Basicly I'm seeking an accurate frequency standard for RF lab. It should
be always as accurate as possible, regardless the state of GPS receiving
etc.
Before doing this modification I did some test runs Trimble versus LPRO
with phase comparator circuit. I noticed that Trimble is accurate as
long as it gets the GPS signal and phase change between LPRO and Trimble
was changing evenly. It is even accurate after the GPS drops (holdover
mode) but after the signal comes back the things start to go badly
wrong. It starts to roll it's phase / 1 PPS back to alignment woth GPS
time and this caused very badly looking phase activity when compared to
LPRO.
Another bad issue was that if there's a change in satellite receiving
(satellite hopping or some) it causes rapid change the PPS offset and
OCXO frequency starts to roll to get the 1 PPS back to alignment. So it
seems that Trimble's main principle is 10000000 pulses per PPS, with no
exceptions and when the PPS goes off the 10 MHz must also go off to get
the 1 PPS back to aligment. So there's no constant 10 MHz frequency
either. That's not acceptable because in normal use I should be always
aware of GPS receiving states - I'd just like to trust that I'm getting
accurate 10 MHz - any time!
So I become to think that may be very slow loop dynamics will solve that
problem (if the DAC value isn't changed at every little change at
satellite reception). And for that purpose the rubidium sound better
than OCXO.
I also got misunderstanding from this:
http://www.ptsyst.com/GPS10RB-B.pdf
It claims that rubidiums will have good short therm drift.

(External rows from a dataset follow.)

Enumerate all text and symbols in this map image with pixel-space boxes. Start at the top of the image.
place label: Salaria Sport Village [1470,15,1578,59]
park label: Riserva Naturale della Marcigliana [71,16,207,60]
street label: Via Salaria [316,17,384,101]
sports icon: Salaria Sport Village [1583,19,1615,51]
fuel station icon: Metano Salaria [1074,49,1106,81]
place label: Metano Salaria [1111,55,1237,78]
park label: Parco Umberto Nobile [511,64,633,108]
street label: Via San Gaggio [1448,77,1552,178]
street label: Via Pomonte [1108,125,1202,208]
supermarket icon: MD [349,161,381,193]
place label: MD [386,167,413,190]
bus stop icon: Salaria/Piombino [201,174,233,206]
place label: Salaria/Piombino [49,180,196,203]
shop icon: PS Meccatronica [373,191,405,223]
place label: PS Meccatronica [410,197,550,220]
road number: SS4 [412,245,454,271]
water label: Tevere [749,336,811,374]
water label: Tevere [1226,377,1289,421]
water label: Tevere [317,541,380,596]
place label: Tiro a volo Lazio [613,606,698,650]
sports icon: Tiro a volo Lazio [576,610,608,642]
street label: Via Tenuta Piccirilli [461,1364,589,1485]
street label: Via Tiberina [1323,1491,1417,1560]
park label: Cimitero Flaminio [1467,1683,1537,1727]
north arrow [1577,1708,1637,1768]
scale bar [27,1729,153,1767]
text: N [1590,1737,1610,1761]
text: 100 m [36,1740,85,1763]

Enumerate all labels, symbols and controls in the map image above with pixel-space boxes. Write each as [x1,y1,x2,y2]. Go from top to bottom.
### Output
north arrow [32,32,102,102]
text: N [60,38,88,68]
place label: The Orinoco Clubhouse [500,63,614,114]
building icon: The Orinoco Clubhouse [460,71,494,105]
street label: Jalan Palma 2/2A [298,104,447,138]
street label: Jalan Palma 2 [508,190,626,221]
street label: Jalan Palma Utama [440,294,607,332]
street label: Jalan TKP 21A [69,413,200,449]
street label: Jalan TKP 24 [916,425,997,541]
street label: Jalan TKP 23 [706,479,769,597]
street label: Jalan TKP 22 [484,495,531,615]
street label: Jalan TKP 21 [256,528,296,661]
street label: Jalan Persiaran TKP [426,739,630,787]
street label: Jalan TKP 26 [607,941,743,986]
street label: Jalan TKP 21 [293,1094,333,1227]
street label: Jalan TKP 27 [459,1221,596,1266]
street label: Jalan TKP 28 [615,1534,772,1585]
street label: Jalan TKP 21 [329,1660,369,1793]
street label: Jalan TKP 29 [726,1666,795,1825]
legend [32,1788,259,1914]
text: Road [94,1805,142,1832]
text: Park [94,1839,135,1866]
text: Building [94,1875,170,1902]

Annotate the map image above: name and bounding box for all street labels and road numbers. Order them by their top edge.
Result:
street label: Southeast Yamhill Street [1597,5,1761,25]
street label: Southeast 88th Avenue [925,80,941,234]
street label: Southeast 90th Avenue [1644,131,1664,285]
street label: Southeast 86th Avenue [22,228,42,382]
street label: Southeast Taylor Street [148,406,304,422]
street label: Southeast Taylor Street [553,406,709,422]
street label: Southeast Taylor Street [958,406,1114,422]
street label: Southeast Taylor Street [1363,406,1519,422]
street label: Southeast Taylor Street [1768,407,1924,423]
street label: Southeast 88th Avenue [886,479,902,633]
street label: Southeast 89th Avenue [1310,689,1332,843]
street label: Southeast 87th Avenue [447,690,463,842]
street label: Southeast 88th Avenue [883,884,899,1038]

My problem here is that there's no way to measure the different setups
because my only rb is now part of the experiment. All I can do is the
log them and look the change between PPS timing offset readings.
When doing the GPS vs. LPRO phase comparison told before I noticed that
the changes of PPS offsets are correlated the phase changes between LPRO
and Tbolt output, when observed quite short time. So it seems that the
PPS offset is somehow accurate measurement of oscillator stability as well.
I also done some noise measurements with spectrum analyzer between LRPO
and Trimble outputs. LPRO had lower noise floor around fundamental.
> See John Miles work to replace the Thunderbolt OCXO:
> http://www.thegleam.com/ke5fx/tbolt.htm
Hmm. May be the OCXO on my tbolt is then somehow bad if the LPRO should
be even worse? It has Trimble label on and the unit is manufactured on
2005, in China.
Is there any logs available with that better OCXO? It would be nice to
see the PPS offsets variance between readings with that oscillator.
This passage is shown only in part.